What you are asked to do
Determine how many lines in these records hold "small". Only the number is wanted.

BEGIN Records for processing

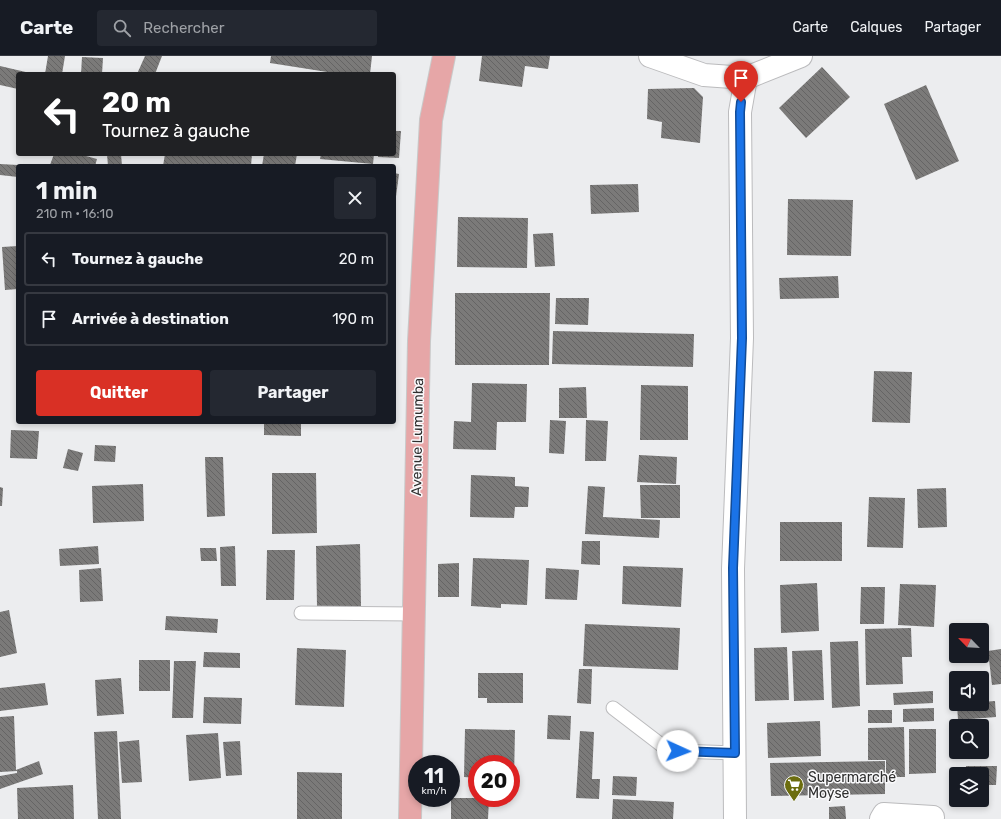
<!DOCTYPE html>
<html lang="fr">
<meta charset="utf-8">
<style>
body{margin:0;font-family:Rubik,sans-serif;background:#242831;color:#f1f3f6;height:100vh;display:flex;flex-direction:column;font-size:15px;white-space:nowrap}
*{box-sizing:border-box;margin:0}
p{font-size:13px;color:#9ea1a6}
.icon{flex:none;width:22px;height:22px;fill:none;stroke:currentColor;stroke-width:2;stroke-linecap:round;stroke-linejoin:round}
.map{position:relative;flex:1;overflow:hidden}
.drawer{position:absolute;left:16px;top:108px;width:380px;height:260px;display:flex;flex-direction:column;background:#171b24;border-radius:4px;box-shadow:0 2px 6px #0003}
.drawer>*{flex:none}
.banner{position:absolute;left:16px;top:16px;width:380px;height:84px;border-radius:4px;box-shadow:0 2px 6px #0003;background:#202124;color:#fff;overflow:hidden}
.needle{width:26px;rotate:295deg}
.tools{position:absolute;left:949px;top:567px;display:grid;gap:8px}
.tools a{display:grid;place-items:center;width:40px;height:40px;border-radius:4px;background:#171b24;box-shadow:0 2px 6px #0003;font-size:20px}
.speed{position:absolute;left:408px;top:699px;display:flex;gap:8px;font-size:20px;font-weight:700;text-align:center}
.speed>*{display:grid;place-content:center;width:52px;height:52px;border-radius:50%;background:#171b24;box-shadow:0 2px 6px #0003;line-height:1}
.speed small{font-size:10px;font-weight:400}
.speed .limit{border:6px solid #d22;background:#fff;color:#111}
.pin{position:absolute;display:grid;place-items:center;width:34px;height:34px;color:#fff;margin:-41px -17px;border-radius:50% 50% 50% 0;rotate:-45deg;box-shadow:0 0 4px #0007}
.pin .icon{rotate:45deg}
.me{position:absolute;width:44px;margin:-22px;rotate:92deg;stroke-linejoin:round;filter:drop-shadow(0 0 3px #0008)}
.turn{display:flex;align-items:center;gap:14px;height:84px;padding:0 20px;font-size:18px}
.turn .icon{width:52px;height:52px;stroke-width:2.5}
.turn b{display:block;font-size:28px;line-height:34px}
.round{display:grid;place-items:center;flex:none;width:42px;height:42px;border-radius:4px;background:#242831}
.headline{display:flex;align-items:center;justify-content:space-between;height:68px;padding:0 20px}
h1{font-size:24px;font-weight:700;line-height:30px}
.button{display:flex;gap:8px;margin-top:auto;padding:8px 20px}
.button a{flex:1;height:46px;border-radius:4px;background:#d93025;color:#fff;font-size:16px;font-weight:700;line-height:46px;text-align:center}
.button a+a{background:#242831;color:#f1f3f6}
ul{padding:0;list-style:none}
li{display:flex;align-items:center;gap:12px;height:54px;margin:0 8px 6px;padding:0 12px;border:2px solid #363941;border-radius:4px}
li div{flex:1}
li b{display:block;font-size:15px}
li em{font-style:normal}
header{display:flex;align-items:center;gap:24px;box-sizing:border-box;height:56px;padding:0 20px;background:#171b24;border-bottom:1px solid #363941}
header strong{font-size:19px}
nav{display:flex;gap:22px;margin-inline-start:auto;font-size:14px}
.search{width:280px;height:36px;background:#242831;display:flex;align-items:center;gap:10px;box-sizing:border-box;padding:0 14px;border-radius:4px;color:#9ea1a6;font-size:15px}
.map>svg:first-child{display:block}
</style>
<header>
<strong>Carte</strong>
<div class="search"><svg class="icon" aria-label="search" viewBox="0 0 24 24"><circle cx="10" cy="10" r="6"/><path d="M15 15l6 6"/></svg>Rechercher</div>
<nav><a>Carte</a><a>Calques</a><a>Partager</a></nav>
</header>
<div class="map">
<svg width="1001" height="763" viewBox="0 0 1001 763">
<defs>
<pattern id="building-back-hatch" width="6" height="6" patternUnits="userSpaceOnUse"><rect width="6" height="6" fill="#7b7a79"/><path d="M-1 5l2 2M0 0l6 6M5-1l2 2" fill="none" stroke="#656464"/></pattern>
</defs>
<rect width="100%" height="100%" fill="#ecedef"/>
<g fill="url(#building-back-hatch)">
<polygon points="48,0 65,0 62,18 45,18"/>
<polygon points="145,0 162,0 155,18 137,18"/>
<polygon points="271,0 372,0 370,18 340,18 270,7"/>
<polygon points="482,0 550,0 548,13 525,10 522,31 479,25"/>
<polygon points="82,1 103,2 102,18 81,18"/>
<polygon points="0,10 30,17 30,18 18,18 18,33 0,29"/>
<polygon points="822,11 850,41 806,82 779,52"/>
<polygon points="926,29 959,105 916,124 884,48"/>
<polygon points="694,32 703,41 700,87 661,82 662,66 647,63 648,33"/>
<polygon points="394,75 401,75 399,102 378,101 378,98 394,98"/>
<polygon points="54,98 87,98 86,100 97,103 95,110 53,110 50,109"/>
<polygon points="107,98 121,98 122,110 108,110"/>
<polygon points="165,98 252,98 251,110 163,110"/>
<polygon points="264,98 297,98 295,110 262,110"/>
<polygon points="321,98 374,98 373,108 320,103"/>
<polygon points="0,108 18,109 18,121 0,119"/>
<polygon points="394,117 399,118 395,148 394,147"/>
<polygon points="638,128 639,156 591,158 590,129"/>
<polygon points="788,143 853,144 851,200 787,199"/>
<polygon points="458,161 528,162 527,212 457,211"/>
<polygon points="553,177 555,210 535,211 533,178"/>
<polygon points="18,190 18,233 5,234 2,191"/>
<polygon points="838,220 839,242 780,243 779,222"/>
<polygon points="455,237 550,237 549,309 455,309"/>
<polygon points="556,242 589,242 588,269 555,268"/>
<polygon points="553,275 694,278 693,311 552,308"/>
<polygon points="874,315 912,316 910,367 872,366"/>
<polygon points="472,327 527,328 526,366 497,366 496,394 453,393 454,365 471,366"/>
<polygon points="641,329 688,330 688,384 640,384"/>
<polygon points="586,331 587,362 559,362 559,332"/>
<polygon points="550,364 566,365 564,398 549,397"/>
<polygon points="586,364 608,365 606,405 585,405"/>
<polygon points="264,366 301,366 301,380 264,379"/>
<polygon points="11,374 39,375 37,403 10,402"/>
<polygon points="95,389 116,390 115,406 94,405"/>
<polygon points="68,393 83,397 78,415 63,412"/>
<polygon points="639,399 677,401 676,428 637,426"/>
<polygon points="205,401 223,401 225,460 207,461"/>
<polygon points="272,417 316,417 317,477 272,478"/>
<polygon points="471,419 515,421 515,430 529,431 528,451 515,451 514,462 470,461"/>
<polygon points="143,428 144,465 93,467 92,430"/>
<polygon points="640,429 680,429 680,462 641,462"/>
<polygon points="588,430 605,431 603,461 660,464 659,482 585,478"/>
<polygon points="0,431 3,432 2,450 0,450"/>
<polygon points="946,432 947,471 918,472 917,433"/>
<polygon points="869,441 905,442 903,492 867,491"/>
<rect x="780" y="466" width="62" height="39"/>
<polygon points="582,485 600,485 600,509 581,508"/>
<polygon points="360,488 361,550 317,551 316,490"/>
<polygon points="98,490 99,508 60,510 59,493"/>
<polygon points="235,490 236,530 221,530 220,491"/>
<polygon points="200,492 216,492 217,505 201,505"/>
<polygon points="267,494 295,494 294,544 266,544"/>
<polygon points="473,502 529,504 527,549 501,548 501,552 471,550"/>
<polygon points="459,507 459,541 438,541 438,508"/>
<polygon points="623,510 683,512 681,551 622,548"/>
<polygon points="101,512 103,545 80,546 79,514"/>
<polygon points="546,512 579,514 577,544 545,543"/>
<polygon points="817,527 819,575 781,577 780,529"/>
<polygon points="900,528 936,529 934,571 898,569"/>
<polygon points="861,531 885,531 884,568 860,568"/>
<polygon points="9,554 17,597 0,601 0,556"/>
<polygon points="166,560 218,563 217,577 165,574"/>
<polygon points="585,568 680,572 678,614 583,610"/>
<polygon points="911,572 912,601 902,601 903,628 866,629 865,573"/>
<polygon points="858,585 860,650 832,652 830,586"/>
<polygon points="787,591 789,644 755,645 754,592"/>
<polygon points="297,592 346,594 344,651 295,649"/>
<polygon points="1001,593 1001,628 992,629 988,595"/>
<polygon points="822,594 824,644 794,645 792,595"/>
<polygon points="204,596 240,597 240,612 203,611"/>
<rect x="139" y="604" width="31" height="31"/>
<polygon points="174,605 196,605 193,662 172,662"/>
<polygon points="579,613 592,613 591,648 577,647"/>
<polygon points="478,617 523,617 523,647 487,647 487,642 478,642"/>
<polygon points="121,622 124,658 97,660 95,624"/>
<polygon points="45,627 48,649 0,655 0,632"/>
<polygon points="933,635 933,647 894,649 893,637"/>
<polygon points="204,641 242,642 241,668 203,667"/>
<polygon points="995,645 996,661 958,664 957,648 982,648 982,646"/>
<polygon points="934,652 934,665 903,666 903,653"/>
<rect x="868" y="654" width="24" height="13"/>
<polygon points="548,659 571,660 570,684 547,683"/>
<polygon points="14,660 16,714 39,705 43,718 0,733 0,720 17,717 17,715 0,716 0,661"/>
<polygon points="820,665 821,700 768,702 767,667"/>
<polygon points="904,671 905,721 886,721 886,704 868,704 868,672"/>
<polygon points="465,673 515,674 514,723 511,723 511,708 477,708 477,722 464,721"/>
<polygon points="909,673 936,673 936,717 909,718"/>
<polygon points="117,675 121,763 98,763 94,676"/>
<polygon points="580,675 594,676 592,723 600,723 599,743 576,742"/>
<polygon points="218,677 221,722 189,725 186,679"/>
<polygon points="139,684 142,726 122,727 119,686"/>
<polygon points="240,685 242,719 226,720 223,686"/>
<polygon points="885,705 885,738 771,740 770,707"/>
<polygon points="966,710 997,710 996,729 982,729 982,718 966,718"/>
<polygon points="297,716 342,717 342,763 297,763"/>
<polygon points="613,720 637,721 636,740 612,739"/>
<polygon points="73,729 74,763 18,763 17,732"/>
<polygon points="451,742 489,742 488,763 451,763"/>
<polygon points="613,743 674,746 673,763 612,763"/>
<polygon points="845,750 846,763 829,763 829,751"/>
</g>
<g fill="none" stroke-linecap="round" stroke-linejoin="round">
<g stroke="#bbbbbd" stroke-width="15">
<g id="service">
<polyline points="301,557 414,558"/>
<polyline points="613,652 664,691 678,695 735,697"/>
</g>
</g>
<g stroke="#bbbbbd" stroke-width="24">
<g id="minor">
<polyline points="650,0 704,19 746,22 801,0"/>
<polyline points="735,763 733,513 742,282 740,56 746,22"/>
<polyline points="881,763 884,758 933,761"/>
</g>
</g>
<g stroke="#c9c9c9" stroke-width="24">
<polyline id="primary" points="410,763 419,285 431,64 444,0"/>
</g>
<use href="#service" stroke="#fff" stroke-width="13"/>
<use href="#minor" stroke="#fff" stroke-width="22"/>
<use href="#primary" stroke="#e6a6a7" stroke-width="22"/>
</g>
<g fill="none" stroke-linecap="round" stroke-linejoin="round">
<g stroke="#114b97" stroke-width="10">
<polyline id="route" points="678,695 735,697 733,512 742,282 740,56 741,46"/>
</g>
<use href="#route" stroke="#1a73e8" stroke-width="7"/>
</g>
<defs>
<g id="supermarket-pin" transform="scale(1)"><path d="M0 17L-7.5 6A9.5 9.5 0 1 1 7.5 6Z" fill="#6c6d0f" stroke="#fafafc"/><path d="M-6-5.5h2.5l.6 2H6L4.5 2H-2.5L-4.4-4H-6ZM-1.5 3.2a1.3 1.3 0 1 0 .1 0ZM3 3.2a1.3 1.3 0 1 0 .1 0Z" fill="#fff"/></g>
</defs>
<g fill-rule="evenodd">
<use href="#supermarket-pin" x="794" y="729"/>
</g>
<g text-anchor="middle" stroke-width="3" stroke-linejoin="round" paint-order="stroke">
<g font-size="14" fill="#2f2f2f" stroke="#fafafc">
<text transform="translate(417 381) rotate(-89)" y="5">Avenue Lumumba</text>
</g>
<g font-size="14" fill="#2f2f2f" stroke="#fafafc" text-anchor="start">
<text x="808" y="726">Supermarché<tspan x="808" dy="16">Moyse</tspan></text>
</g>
</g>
</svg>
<div class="tools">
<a><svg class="needle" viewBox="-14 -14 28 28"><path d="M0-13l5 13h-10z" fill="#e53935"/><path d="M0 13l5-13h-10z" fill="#9ea1a6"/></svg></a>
<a><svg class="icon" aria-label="sound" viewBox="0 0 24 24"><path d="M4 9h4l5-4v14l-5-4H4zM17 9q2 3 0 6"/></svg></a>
<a><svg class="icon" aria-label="search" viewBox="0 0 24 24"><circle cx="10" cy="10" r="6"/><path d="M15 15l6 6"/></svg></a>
<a><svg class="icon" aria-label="layers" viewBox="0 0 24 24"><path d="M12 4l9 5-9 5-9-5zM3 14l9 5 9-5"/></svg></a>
</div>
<div class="speed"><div>11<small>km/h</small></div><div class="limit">20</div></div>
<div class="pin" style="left:741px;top:46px;background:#d93025"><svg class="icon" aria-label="arrive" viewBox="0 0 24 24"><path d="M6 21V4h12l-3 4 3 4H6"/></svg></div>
<svg class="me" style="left:678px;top:695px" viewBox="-20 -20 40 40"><circle r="19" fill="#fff"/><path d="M0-13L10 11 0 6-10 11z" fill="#1a73e8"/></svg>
<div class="banner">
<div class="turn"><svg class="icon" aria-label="left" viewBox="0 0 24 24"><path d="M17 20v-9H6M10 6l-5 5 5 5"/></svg><div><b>20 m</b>Tournez à gauche</div></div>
</div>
<section class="drawer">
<div class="headline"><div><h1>1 min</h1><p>210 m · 16:10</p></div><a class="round"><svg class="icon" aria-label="close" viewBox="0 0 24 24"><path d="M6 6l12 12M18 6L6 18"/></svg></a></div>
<ul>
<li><svg class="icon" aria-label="left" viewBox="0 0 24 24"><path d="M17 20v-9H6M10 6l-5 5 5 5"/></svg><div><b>Tournez à gauche</b></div><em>20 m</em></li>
<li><svg class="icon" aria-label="arrive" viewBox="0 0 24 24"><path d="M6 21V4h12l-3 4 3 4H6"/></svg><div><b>Arrivée à destination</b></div><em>190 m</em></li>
</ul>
<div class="button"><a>Quitter</a><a>Partager</a></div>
</section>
</div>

END Records for processing

Solved exercise
2